The United States supported a waiver on patent protections for COVID-19 vaccines as India Thursday posted record deaths and infections from a catastrophic wave swamping the country.
Rich nations have faced accusations of hoarding shots while poor countries struggle to get inoculation programs off the ground, with the virus surging across the developing world in contrast to the easing of restrictions in Europe and the United States.
Under intense pressure to ease protections for vaccine manufacturers, Washington’s Trade Representative Katherine Tai said the country “supports the waiver of those protections for COVID-19 vaccines.”
“The extraordinary circumstances of the COVID-19 pandemic call for extraordinary measures,” she said in a statement.
WHO chief Tedros Adhanom Ghebreyesus praised the “historic” move and said it marked “a monumental moment in the fight against COVID-19.”
The WHO chief wrote on Twitter that the move was a step towards vaccine equity, “prioritizing the well-being of all people everywhere at a critical time.”
“Now let’s all move together swiftly, in solidarity, building on the ingenuity and commitment of scientists who produced life-saving COVID-19 vaccines,” he added.
Tedros has for months pleaded for such a patent waiver—an idea backed by India and South Africa – arguing this would help to ramp up production and make COVID-19 vaccines much more accessible for poorer nations.
But it was opposed by a consortium of big pharmaceutical companies, which described the decision as “disappointing” and warned it could hamper innovation.
India reported Thursday almost 4,000 COVID-19 deaths and more than 412,000 infections, both new records, dashing hopes that the catastrophic recent surge may have been easing following several days of falling case numbers.

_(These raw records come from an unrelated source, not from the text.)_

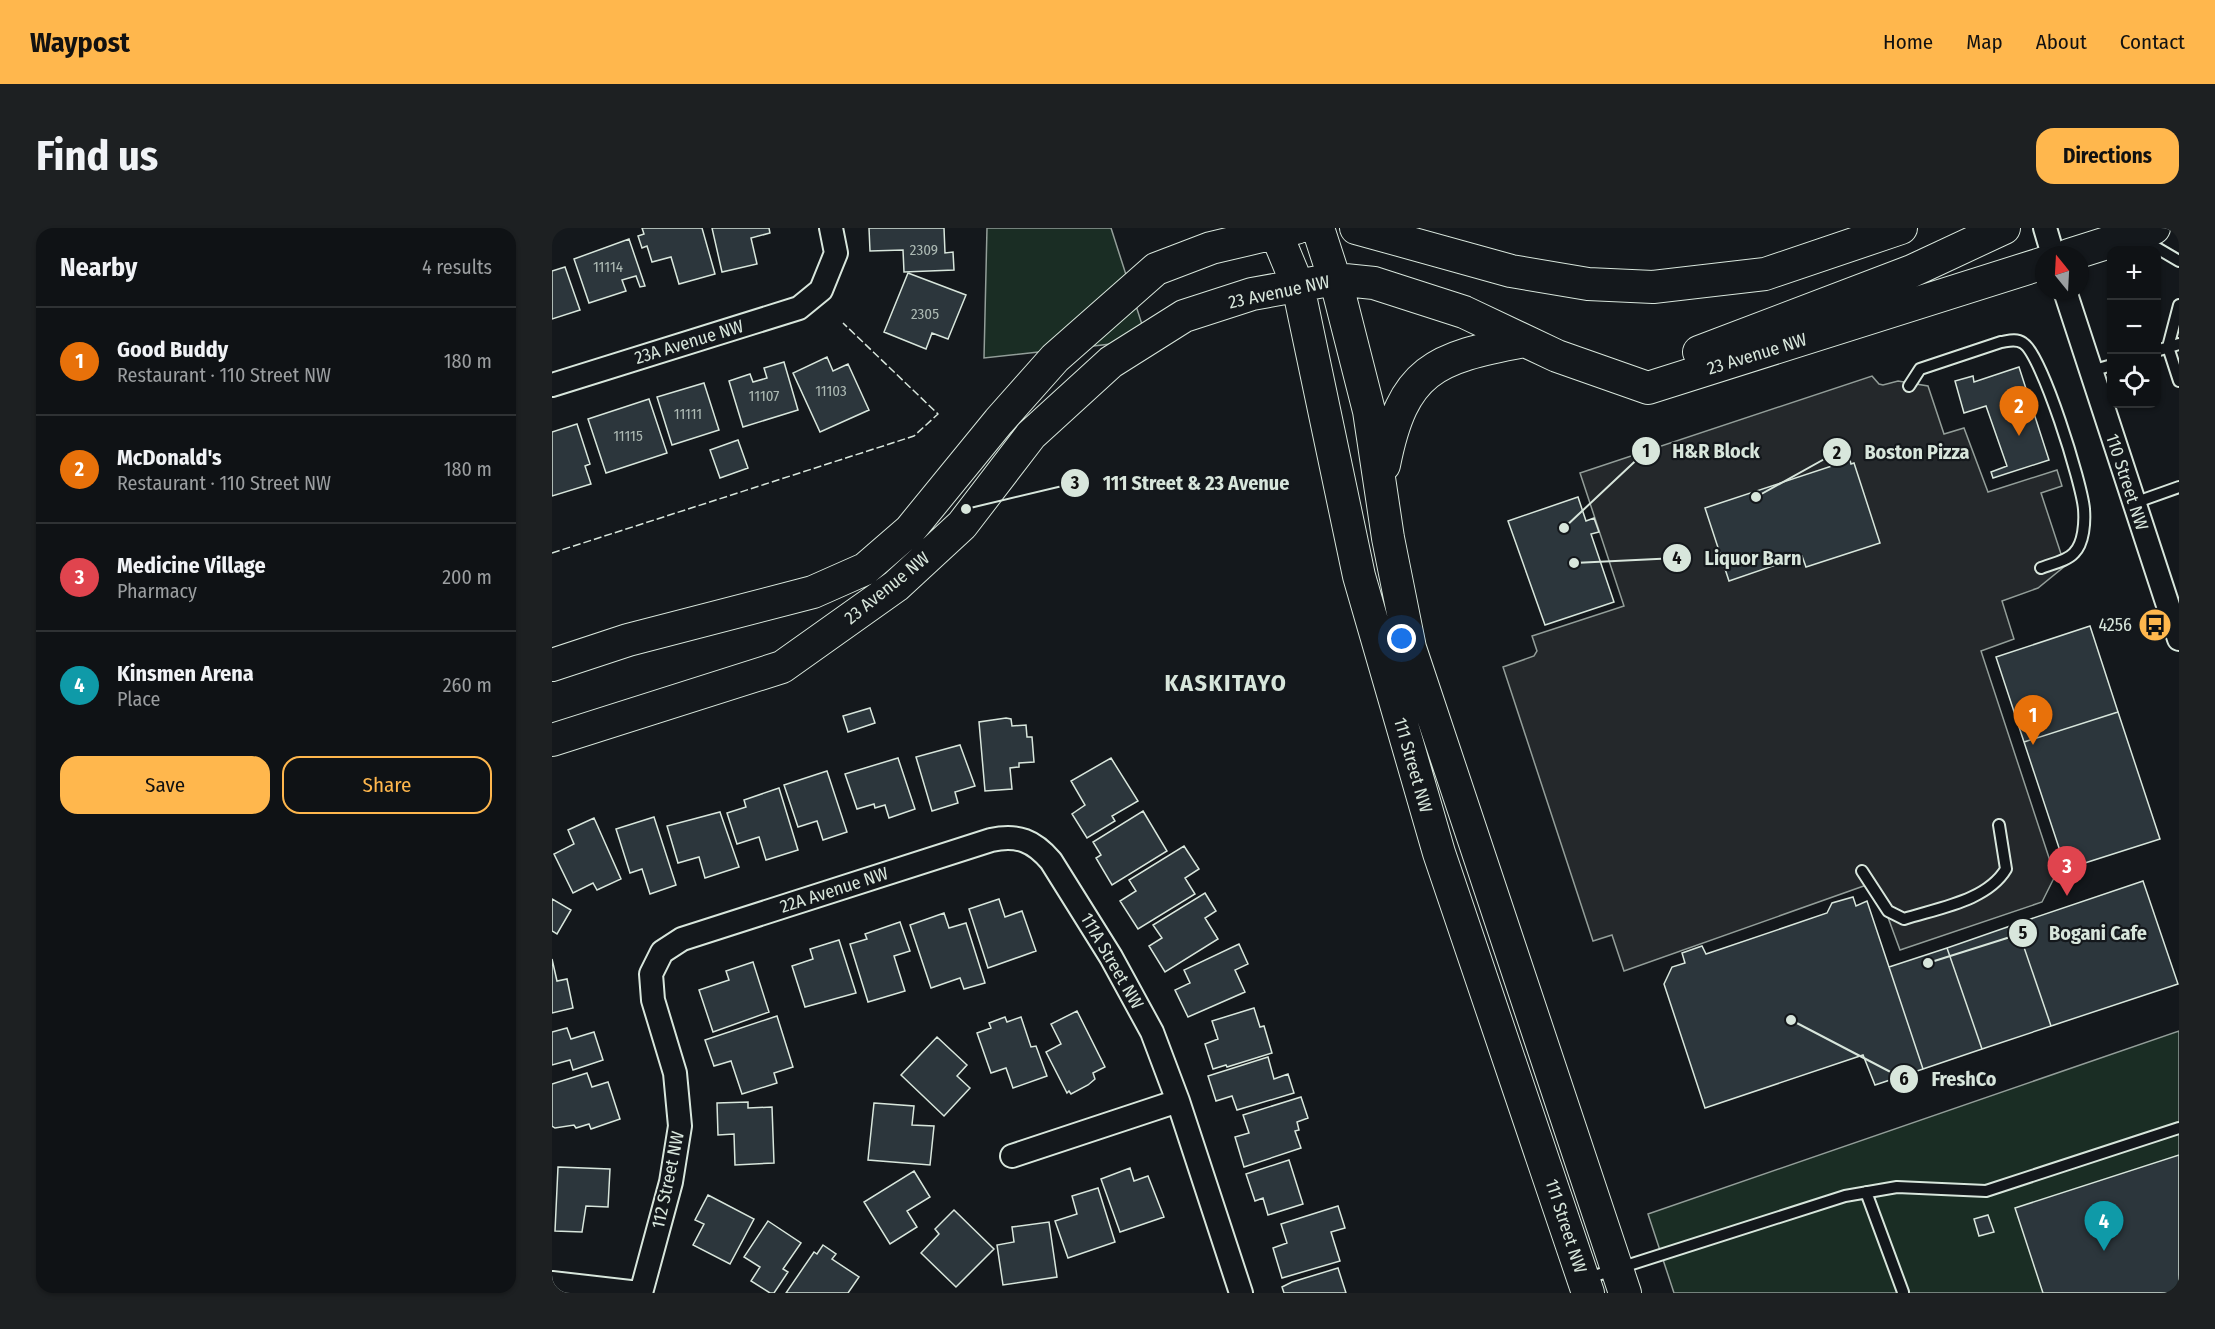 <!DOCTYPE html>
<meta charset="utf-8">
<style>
body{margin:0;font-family:"Fira Sans Condensed",sans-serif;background:#1d2022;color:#f1f3f6}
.controls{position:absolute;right:18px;top:18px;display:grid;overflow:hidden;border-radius:12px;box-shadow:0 2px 4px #0004}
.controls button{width:54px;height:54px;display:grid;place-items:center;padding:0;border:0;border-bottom:2px solid #2f3234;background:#0f1215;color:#f1f3f6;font:30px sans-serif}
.compass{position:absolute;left:1483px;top:18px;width:54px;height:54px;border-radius:50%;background:#0f1215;box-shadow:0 2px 4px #0004;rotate:342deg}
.you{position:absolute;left:850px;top:411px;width:21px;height:21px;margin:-15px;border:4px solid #fff;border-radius:50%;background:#1a73e8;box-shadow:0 0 0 9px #1a73e833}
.badge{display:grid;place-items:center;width:39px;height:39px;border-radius:50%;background:#ffb74d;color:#fff;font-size:20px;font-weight:700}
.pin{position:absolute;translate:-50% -50px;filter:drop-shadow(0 2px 3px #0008)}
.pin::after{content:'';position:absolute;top:32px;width:21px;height:18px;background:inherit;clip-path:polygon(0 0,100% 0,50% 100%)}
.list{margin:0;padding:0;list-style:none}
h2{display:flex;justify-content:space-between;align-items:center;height:78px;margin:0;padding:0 24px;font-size:26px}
h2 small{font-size:20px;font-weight:400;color:#9b9ea0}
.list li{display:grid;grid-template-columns:39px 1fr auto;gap:18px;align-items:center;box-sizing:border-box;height:108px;padding:0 24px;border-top:2px solid #2f3234}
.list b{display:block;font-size:22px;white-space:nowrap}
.list p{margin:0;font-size:20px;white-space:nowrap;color:#9b9ea0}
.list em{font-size:20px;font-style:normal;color:#9b9ea0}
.actions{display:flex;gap:12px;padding:18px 24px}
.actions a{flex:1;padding:14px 0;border:2px solid #ffb74d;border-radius:18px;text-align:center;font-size:21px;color:#ffb74d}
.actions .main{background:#ffb74d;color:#111}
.icon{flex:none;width:33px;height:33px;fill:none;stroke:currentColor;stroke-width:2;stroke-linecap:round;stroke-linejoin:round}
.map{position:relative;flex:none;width:1627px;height:1065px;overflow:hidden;border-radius:18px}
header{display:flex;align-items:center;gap:36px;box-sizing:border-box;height:84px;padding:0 30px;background:#ffb74d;color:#111}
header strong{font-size:28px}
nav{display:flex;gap:33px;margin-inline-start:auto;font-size:21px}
.intro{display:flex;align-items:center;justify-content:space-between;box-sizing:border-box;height:144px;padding:0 36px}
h1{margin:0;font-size:42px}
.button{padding:15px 27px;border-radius:18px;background:#ffb74d;color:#111;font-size:21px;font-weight:700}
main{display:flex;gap:36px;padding:0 36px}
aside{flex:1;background:#0f1215;border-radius:18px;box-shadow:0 2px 4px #0004}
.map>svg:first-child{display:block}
</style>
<header>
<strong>Waypost</strong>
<nav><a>Home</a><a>Map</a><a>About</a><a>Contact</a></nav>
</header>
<div class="intro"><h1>Find us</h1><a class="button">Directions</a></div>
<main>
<aside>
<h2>Nearby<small>4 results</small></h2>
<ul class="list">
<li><span class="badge" style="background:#e8710a">1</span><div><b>Good Buddy</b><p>Restaurant · 110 Street NW</p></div><em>180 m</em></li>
<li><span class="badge" style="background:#e8710a">2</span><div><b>McDonald's</b><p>Restaurant · 110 Street NW</p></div><em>180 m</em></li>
<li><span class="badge" style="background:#e0444e">3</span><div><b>Medicine Village</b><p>Pharmacy</p></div><em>200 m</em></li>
<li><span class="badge" style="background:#0f9aa8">4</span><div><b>Kinsmen Arena</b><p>Place</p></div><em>260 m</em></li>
</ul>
<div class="actions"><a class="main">Save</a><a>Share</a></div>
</aside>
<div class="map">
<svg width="1627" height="1065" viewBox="0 0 1627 1065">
<rect width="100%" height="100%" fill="#14181c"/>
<path fill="#1a2d24" stroke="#939e99" stroke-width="1.5" d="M 435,0 L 559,0 L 595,112 L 432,130 Z
M 1627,803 L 1627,1065 L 1122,1065 L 1096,986 Z"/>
<path fill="#24282b" stroke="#939e99" stroke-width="1.5" d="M 1320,148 L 1327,156 L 1331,157 L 1346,153 L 1376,158 L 1392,206 L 1412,200 L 1436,264 L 1505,242 L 1510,258 L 1489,265 L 1513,338 L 1486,360 L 1450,373 L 1462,411 L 1429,423 L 1503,648 L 1490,674 L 1348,722 L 1323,654 L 1072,743 L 1060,707 L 1041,713 L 951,439 L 982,428 L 985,423 L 980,408 L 1072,378 L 1028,245 Z"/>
<path fill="#2c363c" stroke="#d8e6dc" stroke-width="1.5" d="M 90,0 L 150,0 L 163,46 L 127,56 L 119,29 L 100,34 L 95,18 L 90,20 L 86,8 L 92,6 Z
M 160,0 L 217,0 L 218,5 L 199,10 L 205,36 L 170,44 Z
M 317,0 L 392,0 L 393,25 L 401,24 L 402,42 L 352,44 L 351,22 L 318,23 Z
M 77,11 L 93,58 L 88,59 L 84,48 L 70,52 L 74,63 L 37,75 L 22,31 Z
M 13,39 L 28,82 L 0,91 L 0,43 Z
M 356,45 L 414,67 L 396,111 L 380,105 L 374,121 L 332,104 Z
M 275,129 L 281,143 L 296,136 L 317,182 L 268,204 L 241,145 Z
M 232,134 L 246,182 L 191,199 L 177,153 L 198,146 L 201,154 L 215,150 L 212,140 Z
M 1467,139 L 1497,232 L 1441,250 L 1439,244 L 1455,238 L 1434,178 L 1412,185 L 1403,153 L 1421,148 L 1422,154 Z
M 152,155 L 167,202 L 120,217 L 105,169 Z
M 97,171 L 115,225 L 54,245 L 36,191 Z
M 25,196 L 38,236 L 33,238 L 39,256 L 0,268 L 0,204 Z
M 186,212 L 196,240 L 168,250 L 158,222 Z
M 1298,232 L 1299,236 L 1302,235 L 1328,315 L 1254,339 L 1250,328 L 1177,353 L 1153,280 Z
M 1026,269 L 1034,293 L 1042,290 L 1047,304 L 1039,306 L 1062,374 L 993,397 L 956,293 Z
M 1538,398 L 1566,484 L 1472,514 L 1444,429 Z
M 318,480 L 323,495 L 296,504 L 291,488 Z
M 1566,484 L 1608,611 L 1514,641 L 1472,514 Z
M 454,490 L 459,491 L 460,498 L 474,497 L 475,509 L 480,509 L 482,534 L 467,535 L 467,539 L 458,540 L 460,561 L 433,563 L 427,494 Z
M 408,517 L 423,558 L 403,564 L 406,575 L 380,583 L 364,529 Z
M 346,530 L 363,581 L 337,590 L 333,577 L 323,580 L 322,576 L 305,581 L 293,546 Z
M 559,530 L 586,573 L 560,588 L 563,593 L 535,610 L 520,586 L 533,577 L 519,553 Z
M 275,543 L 295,604 L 271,612 L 265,593 L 246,599 L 232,557 Z
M 227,560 L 246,622 L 214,632 L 207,609 L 185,616 L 175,585 L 194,579 L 192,572 Z
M 591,583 L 615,623 L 560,657 L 544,630 L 549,627 L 541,614 Z
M 168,584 L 187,639 L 153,650 L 147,629 L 126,635 L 115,598 Z
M 102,589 L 124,657 L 98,666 L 90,641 L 78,645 L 64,601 Z
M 42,590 L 69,651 L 45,662 L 41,655 L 21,665 L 2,626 L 22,616 L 16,602 Z
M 632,618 L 647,641 L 633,650 L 643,666 L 586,701 L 568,673 L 584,663 L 577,652 Z
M 1591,653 L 1626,756 L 1499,798 L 1464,696 Z
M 653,665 L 664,683 L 653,690 L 666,711 L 613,744 L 597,718 L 610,710 L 601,697 Z
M 1301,669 L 1304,678 L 1315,673 L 1371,841 L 1323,857 L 1311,827 L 1153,880 L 1112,756 L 1120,739 L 1133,735 L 1130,725 L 1150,718 L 1154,726 L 1275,685 L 1280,675 Z
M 0,671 L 19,682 L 5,706 L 0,703 Z
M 447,671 L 453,689 L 470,683 L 484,723 L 436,740 L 417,681 Z
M 392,685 L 397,700 L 414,695 L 433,755 L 412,761 L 408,750 L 379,760 L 358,697 Z
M 348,694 L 358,723 L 342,728 L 353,763 L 316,774 L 298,716 L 315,711 L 313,706 Z
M 1464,696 L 1499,798 L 1430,821 L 1395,720 Z
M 287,712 L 304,765 L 253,779 L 240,738 L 261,731 L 258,721 Z
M 687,716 L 696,736 L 683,742 L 693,764 L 636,789 L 623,762 L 638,755 L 632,742 Z
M 1395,720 L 1430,821 L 1371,841 L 1337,739 Z
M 0,731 L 5,753 L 15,751 L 21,780 L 0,785 Z
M 201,734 L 217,784 L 161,804 L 147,762 L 177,752 L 174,743 Z
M 702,780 L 708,799 L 712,798 L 720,825 L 675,839 L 674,837 L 661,841 L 653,816 L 666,811 L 660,793 Z
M 525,783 L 553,839 L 541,845 L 543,851 L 536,857 L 519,866 L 517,863 L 515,865 L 494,824 L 509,816 L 499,796 Z
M 225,788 L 241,839 L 222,845 L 225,855 L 190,866 L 179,833 L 162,838 L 153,812 Z
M 453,789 L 455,794 L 469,789 L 479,819 L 484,818 L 495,848 L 461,860 L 454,840 L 439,845 L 425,805 L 439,800 L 437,795 Z
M 15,800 L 19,811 L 42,804 L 51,832 L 21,842 L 18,832 L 0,837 L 0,804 Z
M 385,809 L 415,837 L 405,848 L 418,860 L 392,888 L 349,847 Z
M 716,829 L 722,851 L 736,846 L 742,865 L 685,882 L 680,868 L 664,873 L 656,848 Z
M 35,845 L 40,859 L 56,854 L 68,891 L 39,901 L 37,896 L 24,900 L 22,897 L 3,900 L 0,898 L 0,856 Z
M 749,869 L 756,890 L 745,894 L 747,902 L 743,903 L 749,920 L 692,939 L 683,909 L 697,905 L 691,887 Z
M 196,874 L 196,880 L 220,879 L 222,935 L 183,937 L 182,906 L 166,907 L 165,875 Z
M 322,875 L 362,878 L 360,897 L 382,898 L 378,937 L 316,932 Z
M 1627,927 L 1627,1065 L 1491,1065 L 1463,980 Z
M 737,932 L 751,976 L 716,987 L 711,970 L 703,973 L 694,946 Z
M 6,939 L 58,941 L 56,979 L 34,978 L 30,1004 L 3,1003 Z
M 578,940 L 582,953 L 596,948 L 612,989 L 568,1004 L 549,951 Z
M 362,943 L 378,969 L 355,983 L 365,999 L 338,1016 L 312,974 Z
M 546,960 L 563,1014 L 516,1030 L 503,993 L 525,986 L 520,968 Z
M 156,967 L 202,991 L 178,1036 L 141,1017 L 152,996 L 143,992 Z
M 786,978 L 793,1000 L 779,1004 L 788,1033 L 730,1050 L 721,1020 L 735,1015 L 729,996 Z
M 402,982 L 442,1021 L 404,1059 L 369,1025 L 387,1006 L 383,1001 Z
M 1436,987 L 1442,1004 L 1427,1008 L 1422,991 Z
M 216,993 L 249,1015 L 231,1041 L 236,1044 L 222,1065 L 218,1065 L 199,1053 L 208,1039 L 192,1029 Z
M 497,994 L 505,1049 L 451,1057 L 445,1017 L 462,1014 L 460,999 Z
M 271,1017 L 284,1026 L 280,1031 L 307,1049 L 296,1065 L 234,1065 L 262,1024 L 265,1026 Z
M 786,1040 L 794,1065 L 732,1065 L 730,1059 L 740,1054 Z"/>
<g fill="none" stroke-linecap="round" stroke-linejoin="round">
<g stroke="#d8e6dc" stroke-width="14">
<path id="service" d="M 1588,10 L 1627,33
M 1627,77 L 1616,119 L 1627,153
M 1604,123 L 1627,116
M 1539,143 L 1560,137
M 1357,158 L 1368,141 L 1449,114 C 1456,113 1464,110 1471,115 C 1490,126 1530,256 1532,281 C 1533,294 1532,315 1522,325 C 1515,333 1499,336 1489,340
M 1582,275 L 1627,259
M 1310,643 L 1336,683 L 1352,691 C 1386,680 1435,673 1454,641 L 1447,597
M 1314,964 L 1351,1064
M 1033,1051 L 1293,968 L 1345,959 L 1434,963 L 1627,900"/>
</g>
<g stroke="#d8e6dc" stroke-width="26">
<path id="minor" d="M 1493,0 L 1501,27
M 1513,63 L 1627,411
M 0,157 L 247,80 L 269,62 L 284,25 L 279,0
M 460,928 L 626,873
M 0,1055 L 87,1065
M 89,1065 L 119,954 L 128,898 L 123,845 L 101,772 L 99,746 L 110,724 L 130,711 L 439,612 C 466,606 482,613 499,633 L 559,729 L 600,804 L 626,873 L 689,1065"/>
</g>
<g stroke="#d8e6dc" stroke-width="34">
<path id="secondary" d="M 722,0 L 746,58 L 807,348 L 887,625 L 1036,1065
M 766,0 L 787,65 L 817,183 L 836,310 L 858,420 L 1073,1065
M 804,0 L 959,43 L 1036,56 L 1101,59 L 1213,46 L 1349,0
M 1517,27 L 1602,0
M 1147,124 L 1360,43 L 1452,0
M 832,237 C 851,141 882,130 973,113
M 0,437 L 76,412 L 261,364 L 313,341 L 358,302 L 447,193 L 503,130 L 604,41 L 659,20 L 744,0
M 0,512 L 230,439 L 344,358 L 410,297 L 479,207 L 559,134 L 632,88 L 700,66 L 783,51 L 822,55 L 912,84 L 1005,128 L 1096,160 L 1492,35"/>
</g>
<use href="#service" stroke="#14181c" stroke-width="10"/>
<use href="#minor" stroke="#14181c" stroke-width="22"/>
<use href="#secondary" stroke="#14181c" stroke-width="32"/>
<path stroke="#d8e6dc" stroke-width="1.5" stroke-dasharray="8 3" stroke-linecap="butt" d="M 0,325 L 362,208 L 386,186 L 291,95"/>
</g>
<defs>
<g id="bus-disc" transform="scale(1.725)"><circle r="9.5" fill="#ffb74d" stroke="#14181c"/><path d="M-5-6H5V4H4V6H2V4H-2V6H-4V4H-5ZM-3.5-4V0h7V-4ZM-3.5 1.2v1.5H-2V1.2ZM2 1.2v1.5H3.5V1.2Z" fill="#111"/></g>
</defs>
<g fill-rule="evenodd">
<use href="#bus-disc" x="1603" y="397"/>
</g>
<g text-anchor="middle" stroke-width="4.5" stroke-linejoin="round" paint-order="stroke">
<g font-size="15" fill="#adbab4">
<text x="372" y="27">2309</text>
<text x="56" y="44">11114</text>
<text x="373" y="91">2305</text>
<text x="279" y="168">11103</text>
<text x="212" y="173">11107</text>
<text x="136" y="191">11111</text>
<text x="76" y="213">11115</text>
</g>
<g font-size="18" fill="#d8e6dc" stroke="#14181c">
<text transform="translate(727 64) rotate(-12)" y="6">23 Avenue NW</text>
<text transform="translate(137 114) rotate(-17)" y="6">23A Avenue NW</text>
<text transform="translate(1205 126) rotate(-17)" y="6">23 Avenue NW</text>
<text transform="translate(1575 254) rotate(72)" y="6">110 Street NW</text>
<text transform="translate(335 360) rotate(-39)" y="6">23 Avenue NW</text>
<text transform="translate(861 537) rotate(74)" y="6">111 Street NW</text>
<text transform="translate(282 662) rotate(-18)" y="6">22A Avenue NW</text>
<text transform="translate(560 733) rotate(60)" y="6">111A Street NW</text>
<text transform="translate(116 952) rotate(-78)" y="6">112 Street NW</text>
<text transform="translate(1014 998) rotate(72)" y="6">111 Street NW</text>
</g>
<g font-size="18" fill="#d8e6dc" stroke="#14181c" text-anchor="end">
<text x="1580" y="403">4256</text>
</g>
<g font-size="24" font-weight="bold" letter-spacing="1.5" fill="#d8e6dc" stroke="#14181c">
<text x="674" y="463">KASKITAYO</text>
</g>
</g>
<path fill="none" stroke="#d8e6dc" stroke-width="2" d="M1012 300L1094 223M1204 269L1285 224M414 281L523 255M1022 335L1125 330M1376 735L1471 705M1239 792L1352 851"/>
<g fill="#d8e6dc" stroke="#14181c" stroke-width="2">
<circle cx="1012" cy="300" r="6"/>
<circle cx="1204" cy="269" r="6"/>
<circle cx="414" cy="281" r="6"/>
<circle cx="1022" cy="335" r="6"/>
<circle cx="1376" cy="735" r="6"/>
<circle cx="1239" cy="792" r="6"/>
<circle cx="1094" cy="223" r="15"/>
<circle cx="1285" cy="224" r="15"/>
<circle cx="523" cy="255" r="15"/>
<circle cx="1125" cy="330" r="15"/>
<circle cx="1471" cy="705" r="15"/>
<circle cx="1352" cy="851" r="15"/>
</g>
<g font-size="18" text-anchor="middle" font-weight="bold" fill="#111">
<text x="1094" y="229">1</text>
<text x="1285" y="231">2</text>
<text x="523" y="261">3</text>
<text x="1125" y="336">4</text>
<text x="1471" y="711">5</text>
<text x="1352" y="857">6</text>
</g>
<g font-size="20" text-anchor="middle" font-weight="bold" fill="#d8e6dc" stroke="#14181c" stroke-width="4.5" stroke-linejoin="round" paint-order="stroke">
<text x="1164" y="230">H&amp;R Block</text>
<text x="1365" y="231">Boston Pizza</text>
<text x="644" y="262">111 Street &amp; 23 Avenue</text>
<text x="1201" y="337">Liquor Barn</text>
<text x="1546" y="712">Bogani Cafe</text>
<text x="1412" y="858">FreshCo</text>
</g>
</svg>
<div class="controls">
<button>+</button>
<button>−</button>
<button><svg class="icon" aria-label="locate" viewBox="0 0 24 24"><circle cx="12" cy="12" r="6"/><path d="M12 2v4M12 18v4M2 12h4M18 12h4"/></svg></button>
</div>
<svg class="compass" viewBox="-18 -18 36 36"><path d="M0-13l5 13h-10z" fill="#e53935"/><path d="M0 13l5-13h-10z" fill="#9b9ea0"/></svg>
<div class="you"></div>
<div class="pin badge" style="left:1481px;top:517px;background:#e8710a">1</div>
<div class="pin badge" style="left:1467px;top:208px;background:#e8710a">2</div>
<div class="pin badge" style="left:1515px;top:668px;background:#e0444e">3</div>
<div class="pin badge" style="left:1552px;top:1023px;background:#0f9aa8">4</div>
</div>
</main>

Also seeing rising coronavirus cases is Egypt, which announced a partial shutdown of malls and restaurants and called off festivities for the Muslim holiday of Eid al-Fitr to curb the spread.
The country has now recorded nearly 232,000 positive cases including more than 13,000 deaths, with Prime Minister Mostafa Madbouli saying it was in a “third wave.”
He said about 1.7 million people had been fined in recent months for not wearing face masks and that hundreds of thousands of shishas (water pipes) had been seized from cafes that breached COVID regulations.
Eid celebrations are also due to be disrupted in Muslim-majority Malaysia, where new rules in the capital Kuala Lumpur will see only essential businesses allowed to operate and restaurant dining-in banned after daily cases topped 3,000 in recent days.
Authorities were similarly moving to stem a cluster in the Australian city of Sydney on Thursday, where two new infections sparked a hunt for the source of its first local Covid-19 cases in more than a month.
Five million residents will again have to wear masks on public transport and in indoor venues, while New Zealand said it would put a
travel bubble with the state of New South Wales on hold until the source of the infection was better understood.
Joining India in breaking records for COVID-19 deaths this week is Argentina, which recorded 633 deaths in 24 hours on Wednesday despite stepped-up measures to reduce the movement of people across the country.
In neighboring Brazil, far-right leader Jair Bolsonara said the novel coronavirus might have been made in a laboratory to wage “biological warfare.”
The comments are likely to strain Brazil’s relations with China, and they echo claims by former US president Donald Trump that have been dismissed by the World Health Organization as “extremely unlikely.”